Interest rate hikes don't look to be in the cards until late 2026, or 2027, says National Australia Bank (NAB) Chief Economist Sally Auld.
"How quickly, after reaching a trough in the cash rate – somewhere in the low threes. Maybe 3.1[%], or 3.35[%], if they only do one more cut – how quickly do we think the Reserve Bank might have to start thinking about, possibly, rate hikes. At some point, maybe in the back half of 2026, or possibly early 2027," Auld said during NAB's "Commercial Broker Quarterly Economic Update" webinar.
The economist added that the major bank suspects the Reserve Bank of Australia (RBA) will indefinitely pause rates in the low 3% range, "because we think that's what the Reserve Bank would regard as a neutral setting of monetary policy."
Auld noted that the nation's current official cash rate (OCR) of 3.60% is "a little bit above neutral."
"What we don't think we'll see over the next five to 10 years is a return to rates that are well below 1.5%," she said.
Australia's central bank chopped 25 basis points off the benchmark interest rate in August, the third time the bank has eased monetary policy in 2025.
RBA governor Michele Bullock made it clear the board is in wait-and-see mode, holding out for more economic data before pulling the trigger on further rate cuts, and reaffirming its target inflation range of 2% to 3%.
The June quarterly consumer price index (CPI) confirmed that inflation continues to trend downward. Both headline CPI and trimmed mean inflation declined over the quarter, with annual CPI easing to 2.1%, down from 2.4% in the previous period, while trimmed mean inflation dipped to 2.7%, compared with 2.9% in the prior quarter. Unemployment also held steady at a low 4.2% in August.
But Bullock also suggested that stronger-than-expected consumer spending could add to inflationary pressures and delay further interest rate cuts.
Consumer spending in Australia rose two points during the last week of August, according to the latest ANZ-Roy Morgan Survey, only to fall for two straight weeks in September.
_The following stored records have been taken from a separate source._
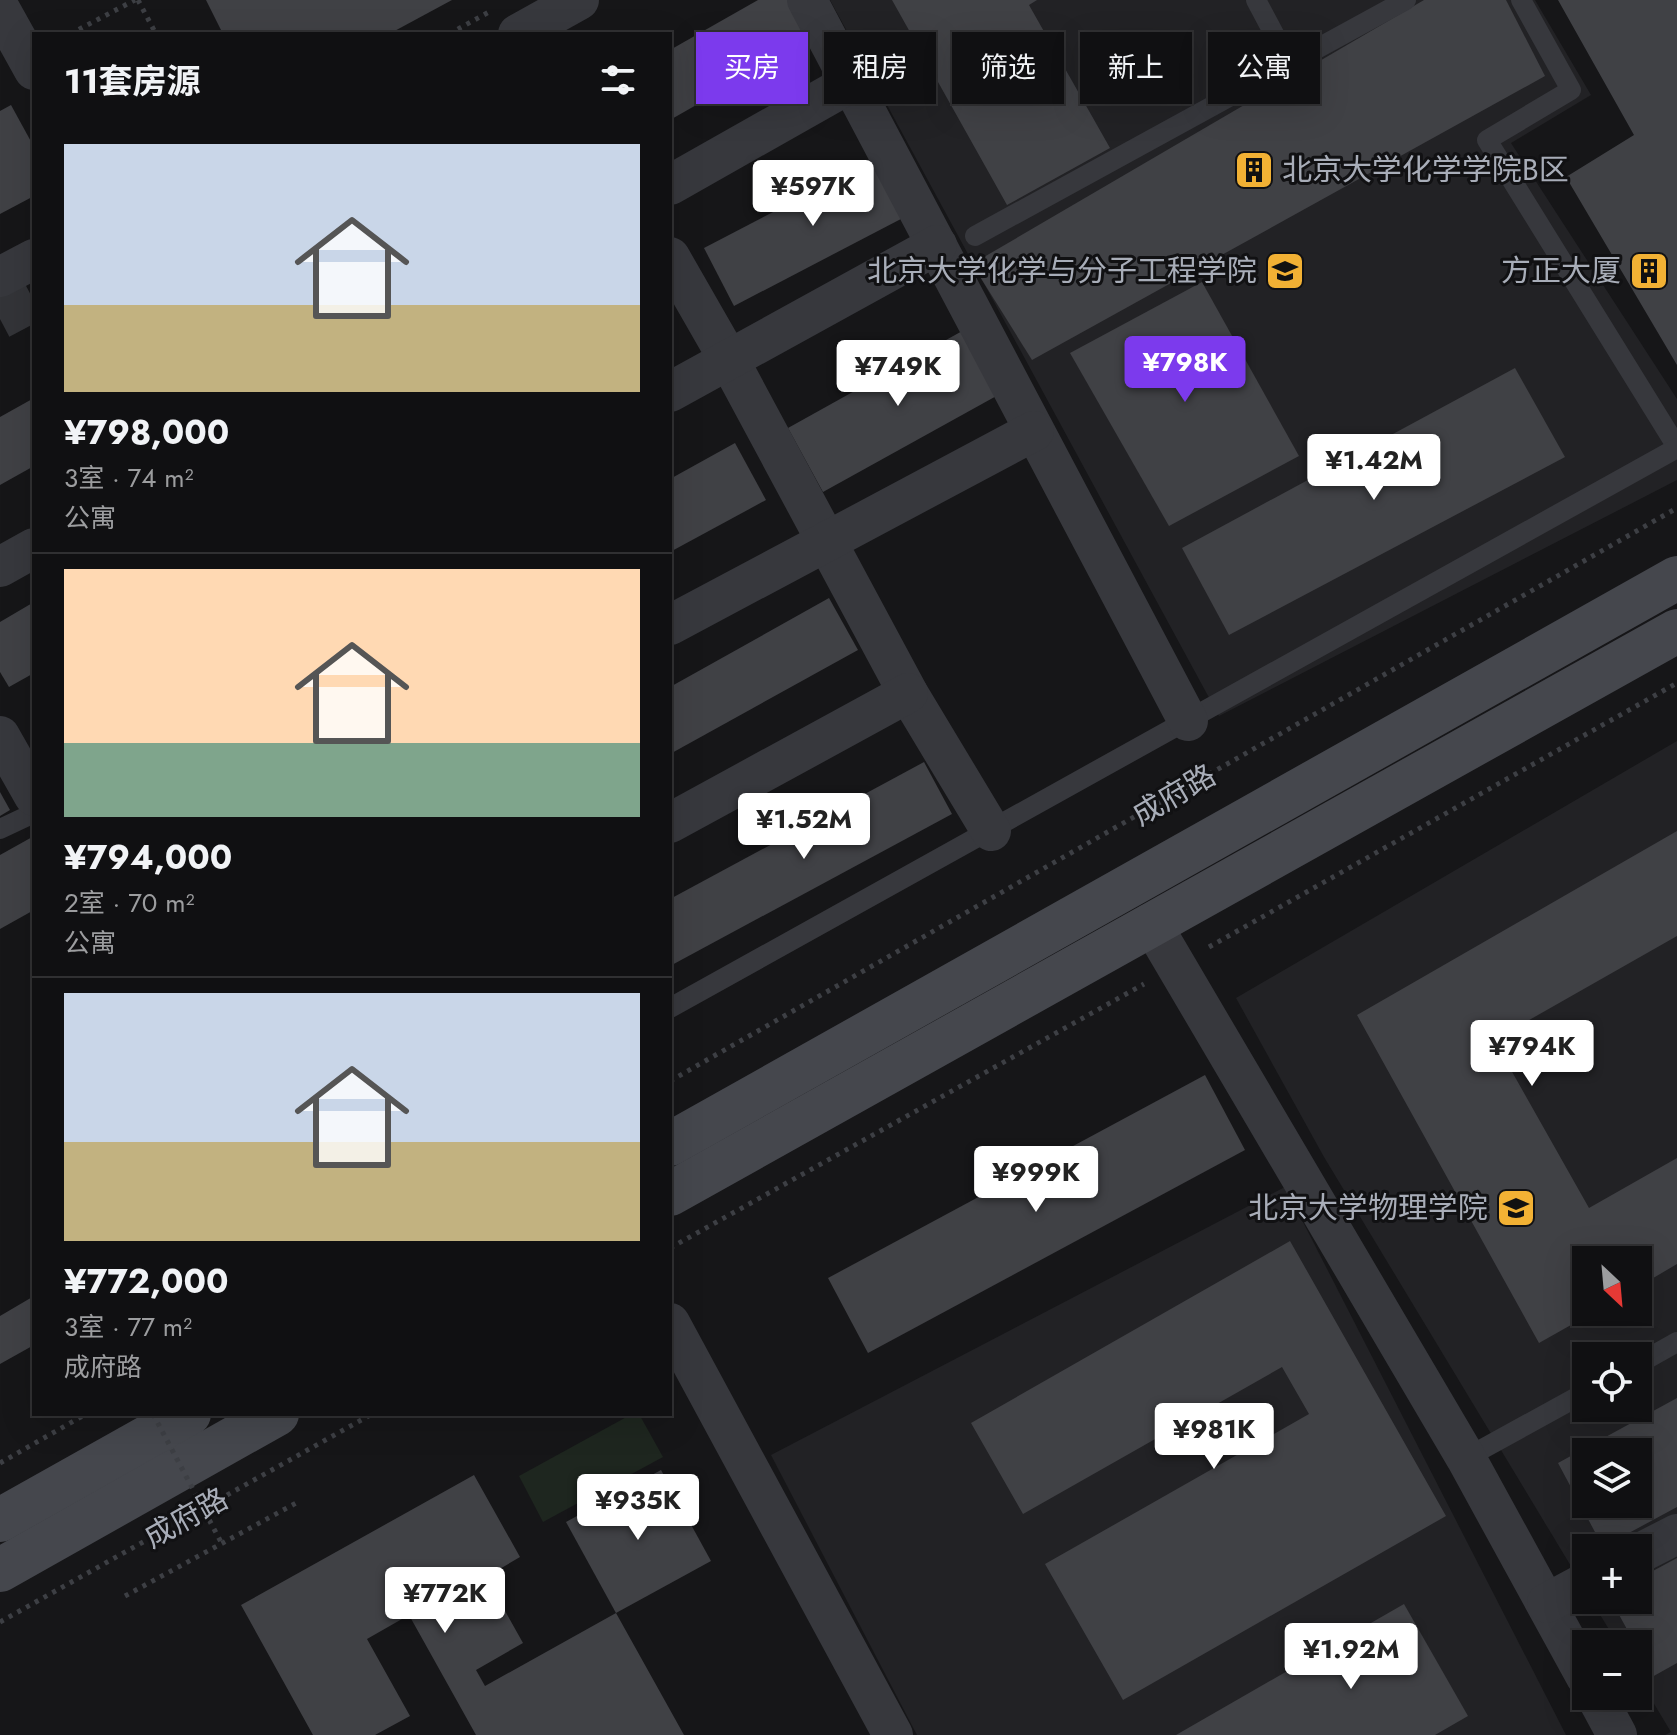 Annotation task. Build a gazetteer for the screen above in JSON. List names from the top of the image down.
{
  "streets": {
    "main road": ["成府路"]
  },
  "places": {
    "building": ["北京大学化学学院B区", "方正大厦"],
    "school or university": ["北京大学化学与分子工程学院", "北京大学物理学院"]
  },
  "north": "bottom right",
  "page": {
    "chip": [
      "买房",
      "租房",
      "筛选",
      "新上",
      "公寓"
    ],
    "heading": "11套房源",
    "list": [
      {
        "name": "¥798,000",
        "note": "3室 · 74 m² · 公寓"
      },
      {
        "name": "¥794,000",
        "note": "2室 · 70 m² · 公寓"
      },
      {
        "name": "¥772,000",
        "note": "3室 · 77 m² · 成府路"
      }
    ],
    "price": [
      "¥597K",
      "¥798K",
      "¥749K",
      "¥1.42M",
      "¥1.52M",
      "¥794K",
      "¥999K",
      "¥981K",
      "¥935K",
      "¥772K",
      "¥1.92M"
    ],
    "map_buttons": ["+", "−"]
  }
}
Meanwhile, as many mortgage holders and investors wait anxiously for additional rate relief amid Australia’s rising cost of living, the Big Four banks expect the RBA to hold rates steady at its upcoming meeting later this month, with a possible move in November at the earliest. Views among the banks are divided on whether that will be the final cut or the start of more to come in 2026.
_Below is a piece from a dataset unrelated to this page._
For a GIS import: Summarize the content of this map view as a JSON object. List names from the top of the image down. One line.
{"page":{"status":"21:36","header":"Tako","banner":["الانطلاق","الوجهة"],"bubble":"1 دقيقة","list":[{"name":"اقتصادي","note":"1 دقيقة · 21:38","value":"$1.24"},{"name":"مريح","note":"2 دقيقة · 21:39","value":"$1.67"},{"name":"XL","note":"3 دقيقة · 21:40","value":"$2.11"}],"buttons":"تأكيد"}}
NAB is forecasting rate cuts this November and again February 2026, while Commonwealth Bank (CBA) expects the easing cycle to wrap up this year.
"If I had to think about a scenario where I could be wrong on that forecast, I suspect it's probably because the Reserve Bank might not do two [rate cuts]; they might just finish with one more," Auld said. "I think that's a more likely outcome than worrying about a scenario where the Reserve Bank might have to do more than two rate cuts."
The RBA's next meeting is scheduled for 29-30 September.